ENTRIES SUPPLIED →

_ _ _ _ _ _ _

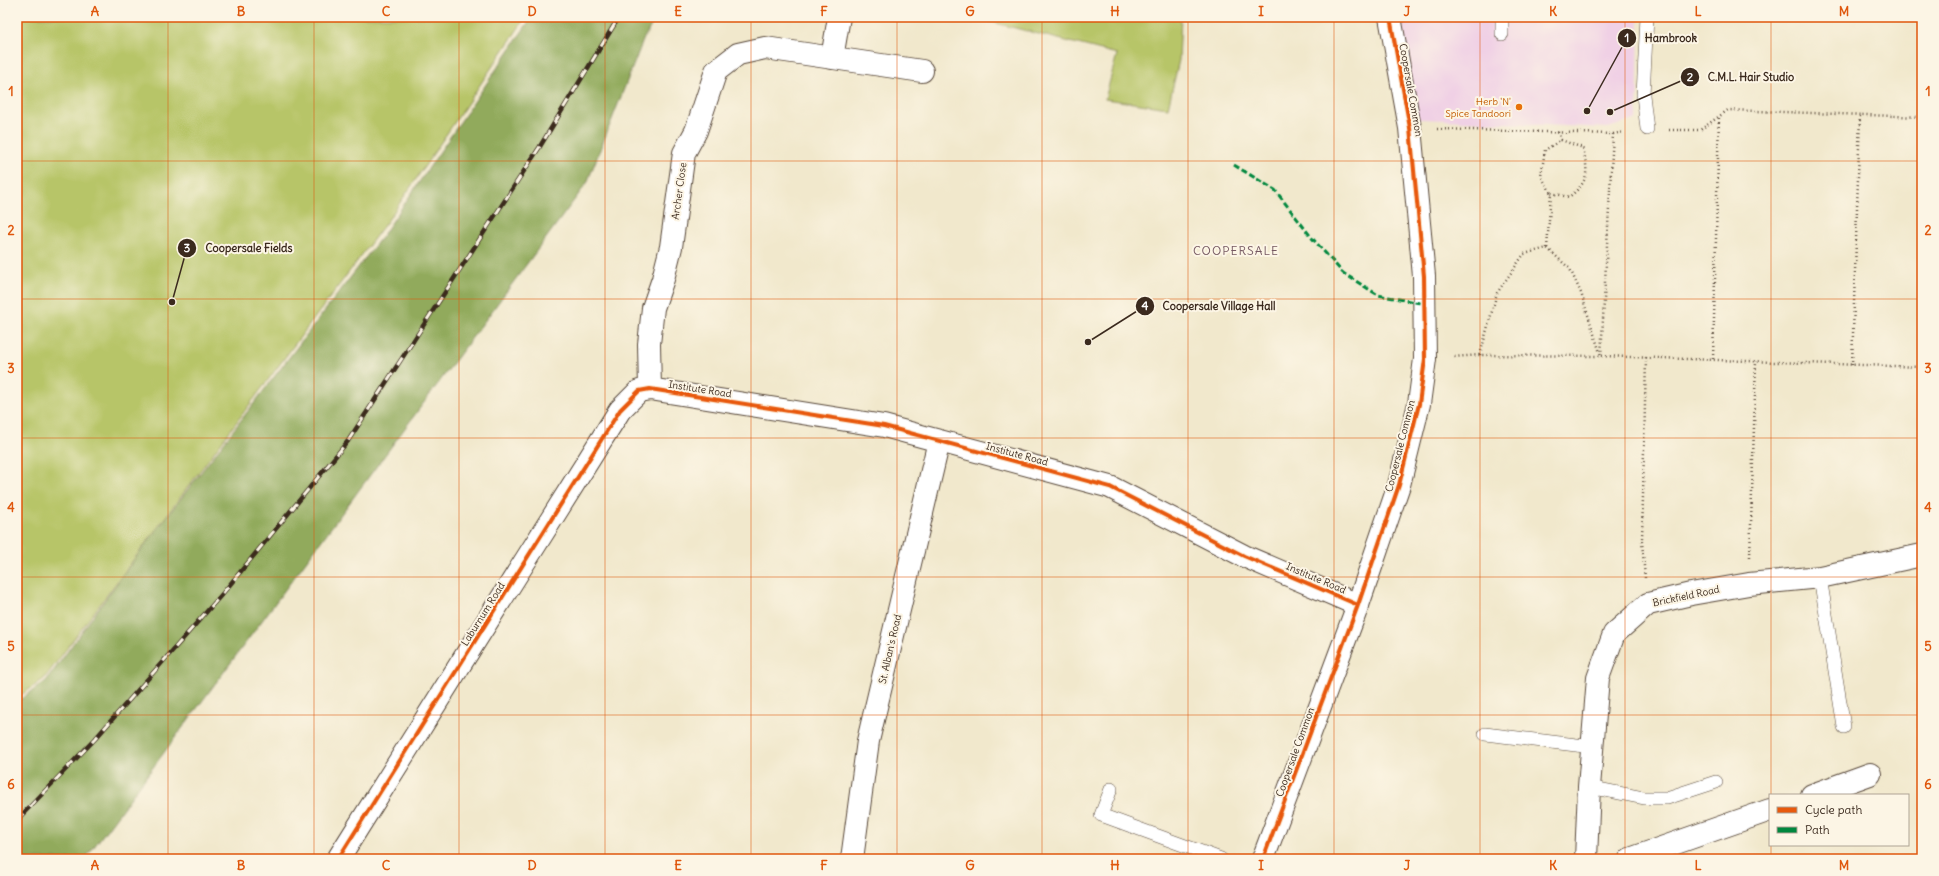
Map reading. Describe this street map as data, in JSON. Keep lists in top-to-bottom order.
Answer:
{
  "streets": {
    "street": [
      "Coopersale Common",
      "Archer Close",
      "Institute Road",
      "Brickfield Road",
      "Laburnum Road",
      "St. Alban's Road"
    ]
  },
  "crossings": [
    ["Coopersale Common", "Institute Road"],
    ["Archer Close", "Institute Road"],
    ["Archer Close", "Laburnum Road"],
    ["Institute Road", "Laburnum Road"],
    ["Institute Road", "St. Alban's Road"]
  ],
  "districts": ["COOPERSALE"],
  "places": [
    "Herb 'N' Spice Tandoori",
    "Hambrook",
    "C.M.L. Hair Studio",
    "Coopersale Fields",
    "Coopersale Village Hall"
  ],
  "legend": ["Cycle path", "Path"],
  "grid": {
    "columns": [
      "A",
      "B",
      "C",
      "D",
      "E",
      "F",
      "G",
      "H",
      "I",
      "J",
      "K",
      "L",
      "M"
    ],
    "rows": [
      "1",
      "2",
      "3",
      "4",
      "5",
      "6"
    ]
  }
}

_ _ _ _ _ _ _

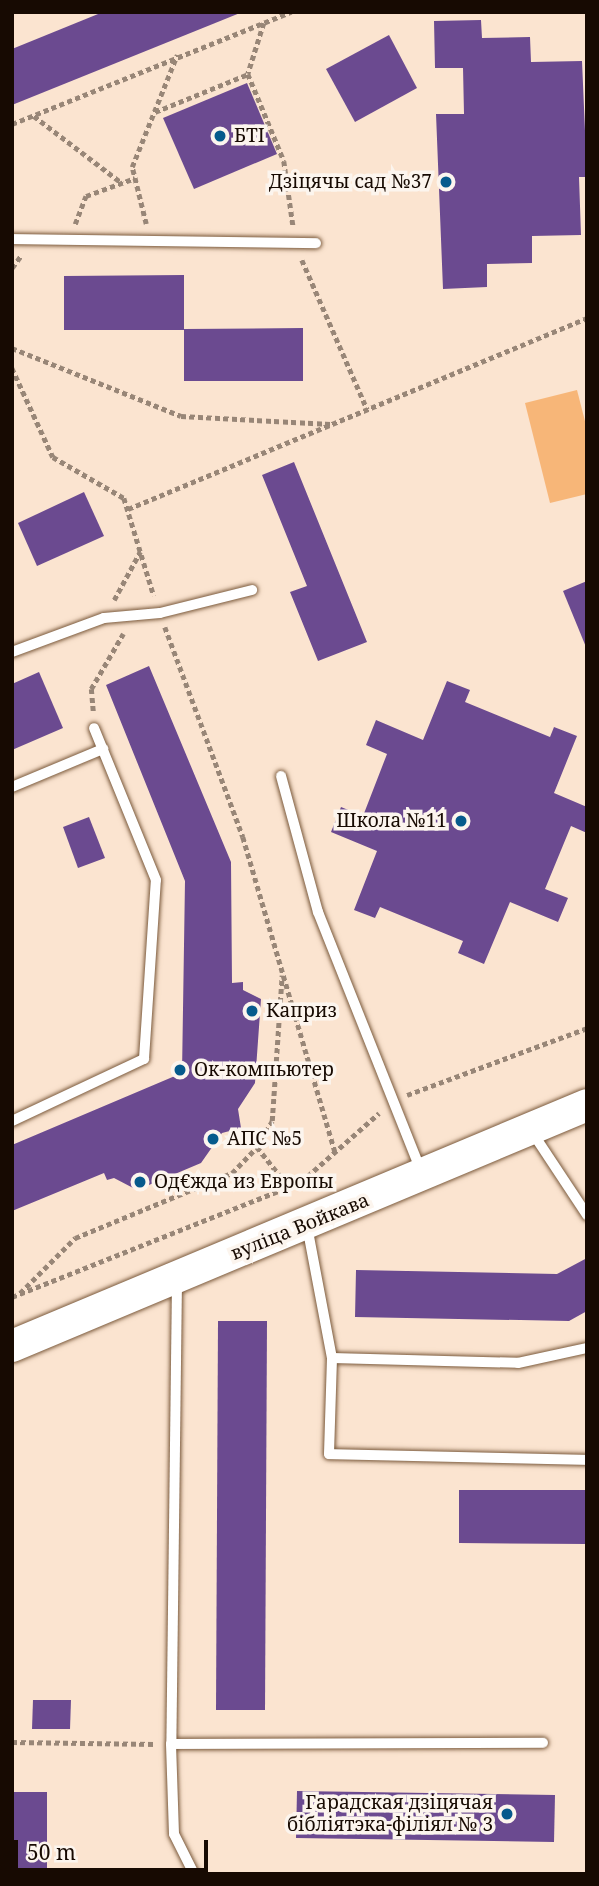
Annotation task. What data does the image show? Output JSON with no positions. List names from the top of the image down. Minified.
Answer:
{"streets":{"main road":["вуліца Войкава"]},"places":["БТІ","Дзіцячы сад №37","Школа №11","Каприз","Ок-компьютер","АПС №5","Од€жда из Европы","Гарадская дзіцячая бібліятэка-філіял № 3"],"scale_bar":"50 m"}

_ _ _ _ _ _ _

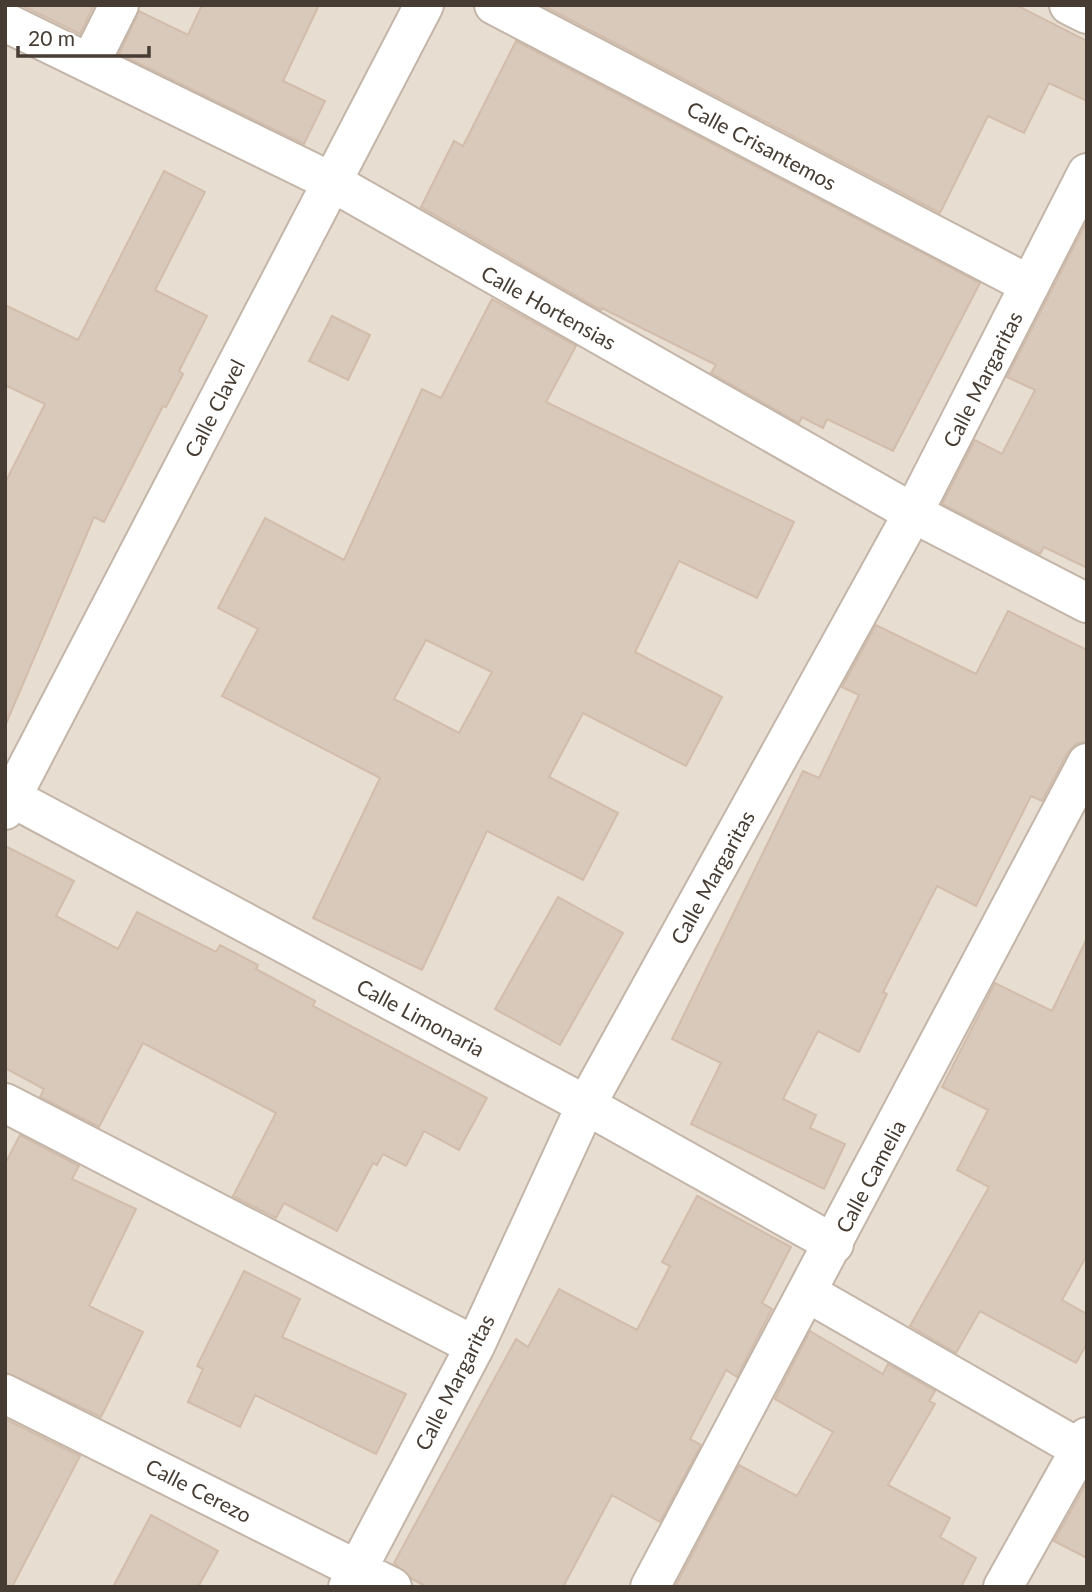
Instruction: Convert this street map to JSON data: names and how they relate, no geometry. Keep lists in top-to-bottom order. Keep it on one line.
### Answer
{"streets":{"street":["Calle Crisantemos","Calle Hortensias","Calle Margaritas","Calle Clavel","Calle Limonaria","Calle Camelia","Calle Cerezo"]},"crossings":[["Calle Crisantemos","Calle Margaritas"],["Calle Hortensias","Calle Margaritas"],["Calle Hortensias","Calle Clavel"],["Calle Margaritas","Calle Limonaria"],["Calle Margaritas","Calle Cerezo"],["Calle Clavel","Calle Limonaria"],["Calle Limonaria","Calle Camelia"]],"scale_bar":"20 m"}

_ _ _ _ _ _ _

EXERCISE BRIEF →
Pull every line containing the word "data" out of the entries above.

YOUR RESPONSE →
Map reading. Describe this street map as data, in JSON. Keep lists in top-to-bottom order.
Annotation task. What data does the image show? Output JSON with no positions. List names from the top of the image down. Minified.
Instruction: Convert this street map to JSON data: names and how they relate, no geometry. Keep lists in top-to-bottom order. Keep it on one line.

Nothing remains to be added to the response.